PEDALEAR SOBRE LA DESESPERANZA

Hay días en los que uno se siente fuerte, convencido, en paz con lo que está haciendo desde lo profesional, con la certeza de que lo que hace tiene sentido y propósito. Hay otros en los que cuesta, cuesta levantarse, cuesta seguir, cuesta creer, especialmente cuando uno trabaja desde un territorio como La Guajira, donde la esperanza no es una emoción pasajera, sino una decisión diaria.

Volví en 2015, me trajo Dios, pero también un propósito que tenía desde muy niño, algo muy profundo que me decía que mi lugar estaba aquí, que yo no había sido formado para irme, para huir, sino para volver a casa y poner el pecho a la brisa y dar la pelea, aunque fuera difícil.

Después de 25 años de una educación privilegiada en Bogotá y soportada de valores sólidos y con el ejemplo de vida de mi abuelo Rafael Baquero Herrera marcando el rumbo, llegué a La Guajira de la mano de la Fundación Cerrejón, en lo que para mí representaba un trabajo soñado.

Muy rápido entendí que esta tierra exigía mucho más que buenas intenciones y sueños, que no bastaba con querer ayudar: hacía falta compromiso real, entrega profunda, la disposición de involucrarse hasta el final y sobre todo de enfrentar una realidad compleja sin romantizarla, pero tampoco sin rendirse. Lo que no sabía entonces era que esa decisión me iba a llevar por una década de aprendizajes profundos, de confrontaciones internas, de silencios largos, de momentos de frustración y de otros donde la luz aparece de manera intermitente.

Aquí aprendí a celebrar lo pequeño, a valorar cuando una reunión termina con acuerdos reales, cuando un proyecto logra concretarse, cuando una alianza logra sobrevivir a los egos y se convierte en un impulso al futuro.

Pero también aprendí a convivir con la frustración, con las promesas que no se cumplen, con los procesos que se estancan sin razón, con la baja disposición para cooperar y trabajar en equipo, con ese cansancio que se cuela por todas partes y termina desmovilizando hasta a los más comprometidos.

Y es que aquí el escepticismo no es gratuito, es el resultado de décadas de abandono, de corrupción normalizada, de intervenciones mal planeadas y ejecutadas, y por eso duele tanto cuando uno intenta trabajar con honestidad y aun así encuentra puertas cerradas, desconfianza y silencio.

Duele saber que lo que estás haciendo tiene sentido y aun así no logra mover lo suficiente, duele sentir que todo lo que haces puede venirse abajo con una sola decisión equivocada o con un cambio de gobierno.

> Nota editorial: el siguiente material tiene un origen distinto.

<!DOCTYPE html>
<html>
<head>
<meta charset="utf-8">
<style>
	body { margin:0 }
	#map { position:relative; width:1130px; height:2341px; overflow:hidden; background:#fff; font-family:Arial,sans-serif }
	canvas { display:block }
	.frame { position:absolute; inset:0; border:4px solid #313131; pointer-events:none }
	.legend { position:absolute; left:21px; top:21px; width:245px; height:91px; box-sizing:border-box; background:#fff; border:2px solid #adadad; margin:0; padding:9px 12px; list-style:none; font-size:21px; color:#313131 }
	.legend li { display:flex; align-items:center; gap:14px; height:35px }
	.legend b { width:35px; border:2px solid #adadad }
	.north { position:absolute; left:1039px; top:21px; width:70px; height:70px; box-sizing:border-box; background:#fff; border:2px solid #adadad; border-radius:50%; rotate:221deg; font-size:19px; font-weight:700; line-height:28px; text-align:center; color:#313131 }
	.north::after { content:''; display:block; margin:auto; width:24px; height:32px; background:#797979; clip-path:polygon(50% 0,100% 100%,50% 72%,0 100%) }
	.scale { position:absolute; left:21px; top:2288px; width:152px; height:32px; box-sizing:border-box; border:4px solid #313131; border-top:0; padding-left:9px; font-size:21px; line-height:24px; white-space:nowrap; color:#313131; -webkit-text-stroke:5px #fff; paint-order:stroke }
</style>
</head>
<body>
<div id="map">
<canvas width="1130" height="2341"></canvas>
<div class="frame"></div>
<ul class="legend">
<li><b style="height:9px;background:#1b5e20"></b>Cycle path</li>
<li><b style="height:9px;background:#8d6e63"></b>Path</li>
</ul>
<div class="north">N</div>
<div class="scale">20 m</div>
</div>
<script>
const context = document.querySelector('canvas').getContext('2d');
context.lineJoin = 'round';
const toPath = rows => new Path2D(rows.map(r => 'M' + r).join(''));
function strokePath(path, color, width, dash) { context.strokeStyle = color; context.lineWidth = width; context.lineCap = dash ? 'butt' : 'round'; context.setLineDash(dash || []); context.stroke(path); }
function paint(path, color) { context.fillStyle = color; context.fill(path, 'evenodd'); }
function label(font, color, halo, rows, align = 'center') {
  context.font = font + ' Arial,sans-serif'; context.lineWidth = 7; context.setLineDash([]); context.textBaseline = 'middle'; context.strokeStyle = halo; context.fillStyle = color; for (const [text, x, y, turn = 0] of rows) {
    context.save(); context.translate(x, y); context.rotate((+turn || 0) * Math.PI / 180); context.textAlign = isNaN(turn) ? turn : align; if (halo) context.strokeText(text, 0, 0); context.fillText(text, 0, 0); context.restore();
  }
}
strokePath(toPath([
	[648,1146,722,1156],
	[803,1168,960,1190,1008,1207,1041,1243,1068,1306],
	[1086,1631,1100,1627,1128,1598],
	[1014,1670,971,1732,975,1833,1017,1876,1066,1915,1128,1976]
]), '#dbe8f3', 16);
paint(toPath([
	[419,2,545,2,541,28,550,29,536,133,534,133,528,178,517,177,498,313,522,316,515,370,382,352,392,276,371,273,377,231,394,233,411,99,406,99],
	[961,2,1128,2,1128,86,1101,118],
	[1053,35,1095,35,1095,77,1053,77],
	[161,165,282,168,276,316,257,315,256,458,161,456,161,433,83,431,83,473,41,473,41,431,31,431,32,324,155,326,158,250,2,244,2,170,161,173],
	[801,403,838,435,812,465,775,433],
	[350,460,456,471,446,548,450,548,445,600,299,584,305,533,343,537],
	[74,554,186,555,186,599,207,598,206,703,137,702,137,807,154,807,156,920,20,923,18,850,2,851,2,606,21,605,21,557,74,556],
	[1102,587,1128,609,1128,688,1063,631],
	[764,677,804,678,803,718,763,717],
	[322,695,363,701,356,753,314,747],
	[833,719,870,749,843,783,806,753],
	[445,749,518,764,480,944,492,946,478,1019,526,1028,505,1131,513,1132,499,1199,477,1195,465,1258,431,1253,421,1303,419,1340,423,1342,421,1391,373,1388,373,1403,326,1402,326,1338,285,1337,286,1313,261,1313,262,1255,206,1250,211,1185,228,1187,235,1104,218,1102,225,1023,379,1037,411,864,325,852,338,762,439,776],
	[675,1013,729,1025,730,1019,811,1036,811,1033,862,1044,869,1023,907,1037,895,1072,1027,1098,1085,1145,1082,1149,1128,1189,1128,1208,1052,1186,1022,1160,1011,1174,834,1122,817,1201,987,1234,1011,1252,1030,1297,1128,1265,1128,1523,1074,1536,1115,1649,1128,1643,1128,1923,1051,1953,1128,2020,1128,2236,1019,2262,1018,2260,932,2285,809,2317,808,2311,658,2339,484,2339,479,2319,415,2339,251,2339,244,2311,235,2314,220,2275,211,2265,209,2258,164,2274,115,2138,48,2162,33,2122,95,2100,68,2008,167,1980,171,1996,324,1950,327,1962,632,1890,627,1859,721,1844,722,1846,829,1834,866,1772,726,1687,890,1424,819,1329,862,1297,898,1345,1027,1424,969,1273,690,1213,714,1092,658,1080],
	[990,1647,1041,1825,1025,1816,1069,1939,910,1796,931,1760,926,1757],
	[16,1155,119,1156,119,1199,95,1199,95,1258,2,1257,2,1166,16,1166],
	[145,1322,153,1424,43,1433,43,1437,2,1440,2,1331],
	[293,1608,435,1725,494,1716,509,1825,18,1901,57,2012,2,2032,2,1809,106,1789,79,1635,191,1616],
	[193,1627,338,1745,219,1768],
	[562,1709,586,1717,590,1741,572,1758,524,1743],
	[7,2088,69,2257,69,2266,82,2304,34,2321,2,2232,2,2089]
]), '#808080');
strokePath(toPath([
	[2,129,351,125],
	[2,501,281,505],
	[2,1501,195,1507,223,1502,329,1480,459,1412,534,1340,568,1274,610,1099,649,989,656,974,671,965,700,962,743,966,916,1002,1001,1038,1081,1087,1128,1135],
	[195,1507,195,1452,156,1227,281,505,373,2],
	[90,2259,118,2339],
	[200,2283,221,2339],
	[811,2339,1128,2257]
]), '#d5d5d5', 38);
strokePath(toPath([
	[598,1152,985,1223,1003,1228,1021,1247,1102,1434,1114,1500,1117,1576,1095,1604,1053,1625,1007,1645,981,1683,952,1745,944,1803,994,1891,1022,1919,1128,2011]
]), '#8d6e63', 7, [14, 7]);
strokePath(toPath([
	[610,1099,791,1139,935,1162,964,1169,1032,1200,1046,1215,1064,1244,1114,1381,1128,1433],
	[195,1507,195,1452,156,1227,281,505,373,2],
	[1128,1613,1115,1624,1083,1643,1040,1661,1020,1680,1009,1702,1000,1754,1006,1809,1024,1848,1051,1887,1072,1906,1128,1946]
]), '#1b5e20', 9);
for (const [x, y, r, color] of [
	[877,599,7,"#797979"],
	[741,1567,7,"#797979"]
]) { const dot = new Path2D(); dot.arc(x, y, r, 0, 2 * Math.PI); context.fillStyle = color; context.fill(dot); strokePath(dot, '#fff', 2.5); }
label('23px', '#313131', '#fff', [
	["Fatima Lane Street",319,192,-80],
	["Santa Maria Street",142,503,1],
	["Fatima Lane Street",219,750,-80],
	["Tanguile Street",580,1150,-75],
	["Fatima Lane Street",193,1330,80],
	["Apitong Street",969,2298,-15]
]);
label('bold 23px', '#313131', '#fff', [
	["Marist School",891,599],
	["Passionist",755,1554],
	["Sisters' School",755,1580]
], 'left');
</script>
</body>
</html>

Esta semana, en medio de uno de esos días grises, una amiga y compañera de trabajo en la Fundación Cerrejón me dijo algo que se me quedó dando vueltas en la cabeza: hay que pedalear sobre la desesperanza.

Y es eso lo que creo que me ha sostenido, porque pedalear no es avanzar con fuerza todo el tiempo, a veces es simplemente no caerse, mantenerse en movimiento, aunque sea despacio, aunque cueste, aunque duela. Es confiar en que moverse, así sea lento, es mejor que rendirse, es saber que en medio de los caminos difíciles uno sigue, porque hay algo que nos empuja más allá del cansancio.

He tenido el privilegio de pasar por espacios que me han marcado profundamente, la Fundación, la ANDI, desde donde he defendido con orgullo la capacidad productiva y el rol positivo del sector privado para este departamento, y Guajira 360°, un sueño colectivo que me conectó, aun en pandemia, con personas valientes, comprometidas con cambiar la narrativa y construir una historia distinta.

Nada de esto ha sido fácil, pero tampoco ha sido en vano, La Guajira me ha transformado, me ha enseñado que trabajar por el territorio no es una carrera de velocidad ni de resultados inmediatos, es una siembra larga, muchas veces silenciosa.

Me ha enseñado a escuchar más que a hablar, a valorar la coherencia por encima del protagonismo, a entender que el cambio verdadero es el que se construye con paciencia, con convicción, sin buscar aplausos y likes en redes sociales.

Escribo esto no como alguien que da lecciones, sino como alguien que ha dudado, que ha tenido miedo, que se ha sentido solo, que ha querido parar y aún así ha seguido.

Porque creo, porque tengo una hija que espero que crezca aquí y quiero que lo haga con orgullo, quiero que vea como sus papás se quedaron a luchar, que eligieron renunciar a la comodidad y resistir desde lo constructivo y no desde la queja y la crítica.

Pedalear sobre la desesperanza es eso: seguir, aunque no se vea la meta, aunque el camino este nublado, aunque el viento sople en contra, porque si no lo hacemos nosotros, entonces ¿quién?